レナは涙をなかったことにするように急いで拭うと早口で云った。
「ごめんなさい。でも、ずっと悔しかったです。アツシ様があの訓練施設で三年間も手こずっていて、あとからきた勇者様があなたを追い抜いていくのがとても悔しかった。だから、やっとこの日が来て、私は……」
「……わかったよ」
アツシはレナの言葉を途中で引き取っていた。皆まで云わせたくなかったし、そこまで云われては逃げられない。
「わかったよ、レナ。なってやるさ、一人前の勇者に」
「アツシ様……」
レナは鼻を赧くし、涙にきらめく目でアツシを見つめてきた。そんな彼女に笑いかけたアツシは、次にトロイを見、それから今日自分のために集まってくれた勇者たちを見回して云った。
「お騒がせしてすみません。動揺してしまいました。でもやっぱり行くので、皆さん、よろしくお願いします」
果たしてこれでいいのだろうか。都合のいいことをと思われるかもしれない。だが真っ先にジュリアンが笑って云った。
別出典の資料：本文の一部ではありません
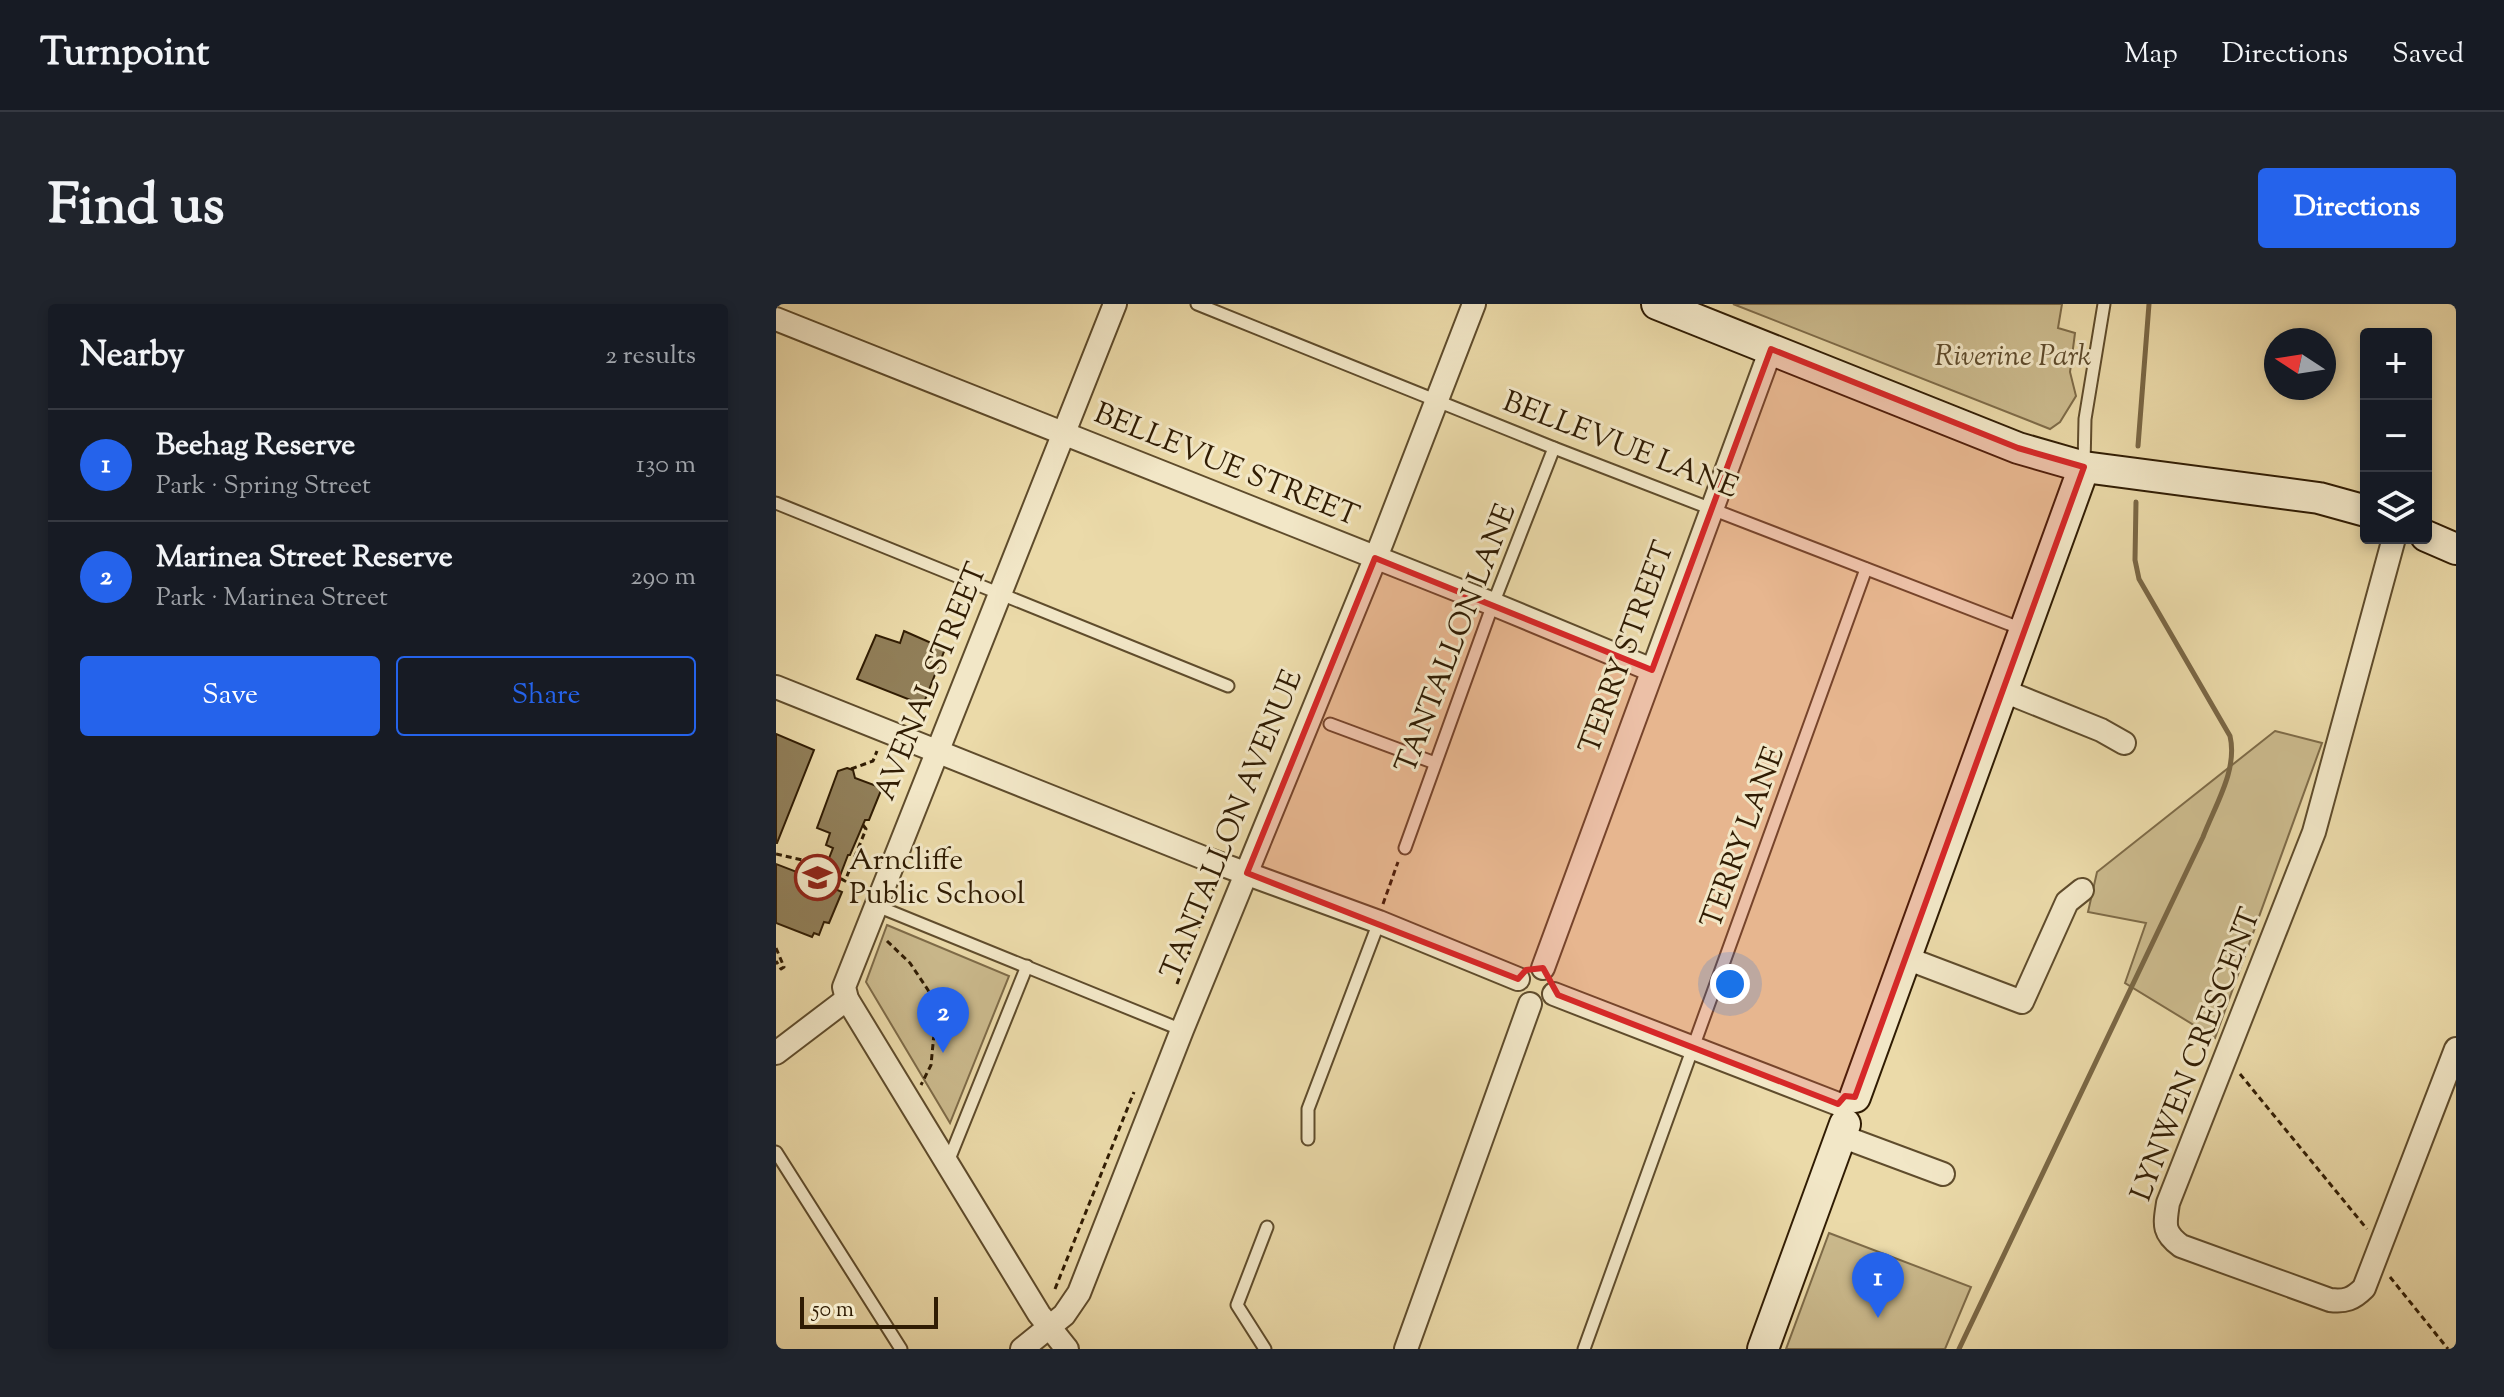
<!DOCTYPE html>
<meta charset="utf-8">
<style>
body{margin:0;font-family:"Sorts Mill Goudy",serif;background:#20242c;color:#f1f3f6}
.controls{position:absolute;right:24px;top:24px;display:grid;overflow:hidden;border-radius:8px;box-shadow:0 4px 12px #0003}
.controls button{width:72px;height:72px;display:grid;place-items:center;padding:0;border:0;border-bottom:2px solid #363941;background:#171b24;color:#f1f3f6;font:40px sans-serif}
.compass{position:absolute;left:1488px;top:24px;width:72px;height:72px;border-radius:50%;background:#171b24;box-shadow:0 4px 12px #0003;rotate:282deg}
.scale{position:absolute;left:24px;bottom:20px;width:138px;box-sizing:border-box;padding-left:8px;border:4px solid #301c03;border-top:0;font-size:22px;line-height:28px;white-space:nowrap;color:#301c03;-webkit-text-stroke:6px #f2e7c7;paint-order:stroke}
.you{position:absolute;left:954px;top:680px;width:28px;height:28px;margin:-20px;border:6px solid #fff;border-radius:50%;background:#1a73e8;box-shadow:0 0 0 12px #1a73e833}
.badge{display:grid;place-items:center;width:52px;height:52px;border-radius:50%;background:#2563eb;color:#fff;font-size:26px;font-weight:700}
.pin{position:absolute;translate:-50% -66px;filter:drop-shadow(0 2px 4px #0008)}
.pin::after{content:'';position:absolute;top:42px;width:28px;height:24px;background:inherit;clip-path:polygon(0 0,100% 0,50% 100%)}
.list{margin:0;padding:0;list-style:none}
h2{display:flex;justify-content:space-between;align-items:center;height:104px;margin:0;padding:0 32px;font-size:34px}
h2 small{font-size:26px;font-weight:400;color:#9ea1a6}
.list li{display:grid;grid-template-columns:52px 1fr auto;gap:24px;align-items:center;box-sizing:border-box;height:112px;padding:0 32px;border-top:2px solid #363941}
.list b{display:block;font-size:30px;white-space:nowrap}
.list p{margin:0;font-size:26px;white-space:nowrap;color:#9ea1a6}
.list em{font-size:26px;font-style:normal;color:#9ea1a6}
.actions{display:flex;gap:16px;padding:24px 32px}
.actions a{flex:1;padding:18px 0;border:2px solid #2563eb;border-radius:8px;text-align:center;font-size:28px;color:#2563eb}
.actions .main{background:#2563eb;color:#fff}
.icon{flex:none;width:44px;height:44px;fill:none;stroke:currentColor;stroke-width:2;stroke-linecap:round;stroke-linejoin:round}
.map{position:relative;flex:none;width:1680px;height:1045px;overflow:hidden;border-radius:8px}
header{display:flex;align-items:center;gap:48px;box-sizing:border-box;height:112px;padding:0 40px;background:#171b24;border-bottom:2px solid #363941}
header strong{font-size:38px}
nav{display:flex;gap:44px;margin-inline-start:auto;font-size:28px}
.intro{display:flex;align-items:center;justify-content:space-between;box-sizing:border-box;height:192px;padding:0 48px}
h1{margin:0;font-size:56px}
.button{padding:20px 36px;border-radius:8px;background:#2563eb;color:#fff;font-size:28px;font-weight:700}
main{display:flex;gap:48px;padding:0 48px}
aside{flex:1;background:#171b24;border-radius:8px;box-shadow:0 4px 12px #0003}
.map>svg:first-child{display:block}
.park{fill:#cbba8d;stroke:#7e6b48;stroke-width:2}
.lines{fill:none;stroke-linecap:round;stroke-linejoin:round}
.stream{stroke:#7a6745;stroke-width:5}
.building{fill:#917f59;stroke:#301c03;stroke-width:2}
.lane-casing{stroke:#5f4c2c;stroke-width:15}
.street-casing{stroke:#5f4c2c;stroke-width:26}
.secondary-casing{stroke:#301c03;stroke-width:34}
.path{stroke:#301c03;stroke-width:3;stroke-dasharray:6 4;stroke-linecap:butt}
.lane{stroke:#f2e7c7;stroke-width:11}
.street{stroke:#f2e7c7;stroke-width:22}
.secondary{stroke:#f2e7c7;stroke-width:30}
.marked{fill:#d62828;fill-opacity:0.2;stroke:#d62828;stroke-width:6;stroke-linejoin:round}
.labels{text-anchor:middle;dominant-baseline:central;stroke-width:6;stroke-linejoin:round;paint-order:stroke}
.park-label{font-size:30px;font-style:italic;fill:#5e4b2c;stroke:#f2e7c7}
.street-label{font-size:30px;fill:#301c03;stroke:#f2e7c7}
.poi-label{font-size:30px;fill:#301c03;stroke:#f2e7c7;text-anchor:start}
</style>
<header>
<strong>Turnpoint</strong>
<nav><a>Map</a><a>Directions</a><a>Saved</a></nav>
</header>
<div class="intro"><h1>Find us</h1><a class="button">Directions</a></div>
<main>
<aside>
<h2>Nearby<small>2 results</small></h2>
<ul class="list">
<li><span class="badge">1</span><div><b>Beehag Reserve</b><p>Park · Spring Street</p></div><em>130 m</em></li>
<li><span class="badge">2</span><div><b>Marinea Street Reserve</b><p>Park · Marinea Street</p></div><em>290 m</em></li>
</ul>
<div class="actions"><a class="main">Save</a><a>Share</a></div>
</aside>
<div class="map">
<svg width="1680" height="1045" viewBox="0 0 1680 1045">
<rect width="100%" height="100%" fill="#ebdaa9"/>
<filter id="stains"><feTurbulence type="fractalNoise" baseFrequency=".0025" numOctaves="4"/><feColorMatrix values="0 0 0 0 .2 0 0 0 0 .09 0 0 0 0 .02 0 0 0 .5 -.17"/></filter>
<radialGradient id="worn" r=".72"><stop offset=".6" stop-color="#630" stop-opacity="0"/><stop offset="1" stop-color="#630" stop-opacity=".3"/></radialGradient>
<!-- park -->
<g class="park">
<path d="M957 0H1286L1282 24 1299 29 1294 68 1300 92 1284 118 1274 125Z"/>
<path d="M1499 427 1546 439 1439 734 1349 679 1370 619 1312 608 1321 568Z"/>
<path d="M111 621 233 672 174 819 90 678Z"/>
<path d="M1053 929 1195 983 1169 1045H1010Z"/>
</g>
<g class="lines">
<!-- stream -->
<g class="stream">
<path d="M1362 142 1373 0"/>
<path d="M1183 1045 1427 533C1439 501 1462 466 1454 432L1363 275 1359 256 1360 198"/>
</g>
</g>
<!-- building -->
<g class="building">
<path d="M128 327 169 345 147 401 81 375 100 331 124 339Z"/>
<path d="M0 430 38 446 1 539H0Z"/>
<path d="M71 464 77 466 79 474 106 484 93 516H89L74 551H72L59 585 66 588 53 619 48 618 43 631 38 629 36 633 0 619V560L44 577 57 544 50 541 54 529 41 524 62 467Z"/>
</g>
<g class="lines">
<defs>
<g id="lane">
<path d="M421 0 778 144 1246 325"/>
<path d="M1308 162 1309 115 1328 0"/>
<path d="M0 199 452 382"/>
<path d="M554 420 659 459"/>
<path d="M629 544 717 300 778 144"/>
<path d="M101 602 406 726"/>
<path d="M532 835V805L603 618"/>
<path d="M0 848 125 1045"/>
<path d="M172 858 251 662"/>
<path d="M489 1045 461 1001 491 923"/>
<path d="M808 1045 1090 265"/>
</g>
<g id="street">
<path d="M0 15 717 300 876 366"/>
<path d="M1618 234 1538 528 1392 899C1389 920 1386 928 1405 942L1554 996C1569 998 1577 995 1588 984L1680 745"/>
<path d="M0 383 428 554 603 618 742 675"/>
<path d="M1228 387 1325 426 1348 439"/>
<path d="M1130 654 1246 698 1291 598 1306 586"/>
<path d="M767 664 995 45"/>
<path d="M778 690 1062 800"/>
<path d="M0 749 71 695"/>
<path d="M1065 832 1167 870"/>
<path d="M246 1045 288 1011 303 989 406 726 606 238 698 0"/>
<path d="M291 1045 263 1010 71 695 68 683 339 0"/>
<path d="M630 1045 754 700"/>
</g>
<g id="secondary">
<path d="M881 0 1242 144 1308 163 1543 194 1590 207"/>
<path d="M1650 232 1680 245"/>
<path d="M1079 793 1308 163"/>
<path d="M987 1045 1069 820"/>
</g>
</defs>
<!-- lane casing -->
<use href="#lane" class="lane-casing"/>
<!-- street casing -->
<use href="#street" class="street-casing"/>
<!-- secondary casing -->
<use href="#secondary" class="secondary-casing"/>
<!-- path -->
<g class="path">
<path d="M75 465 97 457 101 447"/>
<path d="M0 550 35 558 69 577 90 525 87 521"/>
<path d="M607 600 622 558"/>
<path d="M111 637 134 659 152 686 160 709 155 761 145 781"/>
<path d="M0 644 8 663 5 665 0 657"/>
<path d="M401 680 439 581"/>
<path d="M1464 770 1591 925"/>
<path d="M1614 973 1672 1045"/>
<path d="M279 985 358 788"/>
</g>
<!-- lane -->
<use href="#lane" class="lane"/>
<!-- street -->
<use href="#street" class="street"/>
<!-- secondary -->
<use href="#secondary" class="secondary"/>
</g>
<!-- marked area -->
<path class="marked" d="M995 45 1242 144 1308 163 1079 793 1069 792 1062 800 782 691 767 664 750 666 742 675 471 569 599 254 876 366Z"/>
<!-- icons -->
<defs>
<symbol id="school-ring" viewBox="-11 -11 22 22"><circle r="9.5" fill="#f2e7c7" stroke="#8f2418" stroke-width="1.5"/><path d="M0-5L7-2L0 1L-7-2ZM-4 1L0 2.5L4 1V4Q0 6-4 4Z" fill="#8f2418"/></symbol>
</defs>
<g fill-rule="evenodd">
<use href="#school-ring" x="16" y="548" width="51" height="51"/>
</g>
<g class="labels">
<!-- park labels -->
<g class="park-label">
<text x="1237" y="53">Riverine Park</text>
</g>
<!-- street labels -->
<g class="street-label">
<text transform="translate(844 142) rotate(21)">BELLEVUE LANE</text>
<text transform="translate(450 162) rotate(22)">BELLEVUE STREET</text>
<text transform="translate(681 335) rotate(-69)">TANTALLON LANE</text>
<text transform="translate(852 344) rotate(-70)">TERRY STREET</text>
<text transform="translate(156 378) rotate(-68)">AVENAL STREET</text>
<text transform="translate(457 521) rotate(-68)">TANTALLON AVENUE</text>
<text transform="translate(968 534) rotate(-70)">TERRY LANE</text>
<text transform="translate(1421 751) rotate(-69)">LYNWEN CRESCENT</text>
</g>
<!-- poi labels -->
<g class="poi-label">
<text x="73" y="557">Arncliffe<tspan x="73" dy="34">Public School</tspan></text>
</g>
</g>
<rect width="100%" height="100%" filter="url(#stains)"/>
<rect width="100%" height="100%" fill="url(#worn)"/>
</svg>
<div class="controls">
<button>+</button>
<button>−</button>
<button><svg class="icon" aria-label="layers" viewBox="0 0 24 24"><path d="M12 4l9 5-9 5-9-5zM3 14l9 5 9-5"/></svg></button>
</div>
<svg class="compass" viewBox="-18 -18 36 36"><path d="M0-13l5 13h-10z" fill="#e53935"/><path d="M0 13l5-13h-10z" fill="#9ea1a6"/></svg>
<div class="scale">50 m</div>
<div class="you"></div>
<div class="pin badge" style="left:1102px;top:1014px">1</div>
<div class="pin badge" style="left:167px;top:749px">2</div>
</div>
</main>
「最初からそう云っておけばいいんだよ、手こずらせやがって」
それを皮切りに、他の勇者たちもやいのやいのとアツシを囃し立ててきたので、アツシはちょっと面映ゆかったがほっとした。
そこへトロイが場を引き締めるように云う。
「では決まりだな。全員騎乗! 出発するぞ!」
その命令が下るや否や、勇者も従者もおしゃべりをやめて一斉に馬に跨った。アツシたちのところには、両手で四頭の馬の轡を取ったポールがやってきた。アツシはポールから自分の馬を受け取ると、鐙に足をかけ、颯爽と馬に跨った。
そこへトロイが馬で近づいてきて云う。
「とりあえず二列縦隊で王都の外まで出る。その先は東龍門まで、壁外での予行練習も兼ねて陣形を組んで進む。きちんと勉強していれば知っているはずだが、荷馬車と従者たちを中央にし、それを勇者たちが囲んで進むのが基本だ。おまえは俺とともに先頭を進む」
「俺を適当なモンスターにぶつけるのが目的ですもんね」
「そうだ。おまえがマイティ・ブレイブに覚醒すれば終わる遠征だ。せいぜい楽をさせてくれ」
トロイはそう云うと手綱を捌き、馬を軽快に駆って広場をぐるりと回り始めた。それに皆が騎馬で続く。ほどなくしてトロイを先頭にした騎馬の列の流れが出来ると、トロイはいよいよ広場を出て、勇者特区の外へ出た。さらに王都の市街地を通り抜け、市門から追城壁の外へ出る。その先はもう広野だった。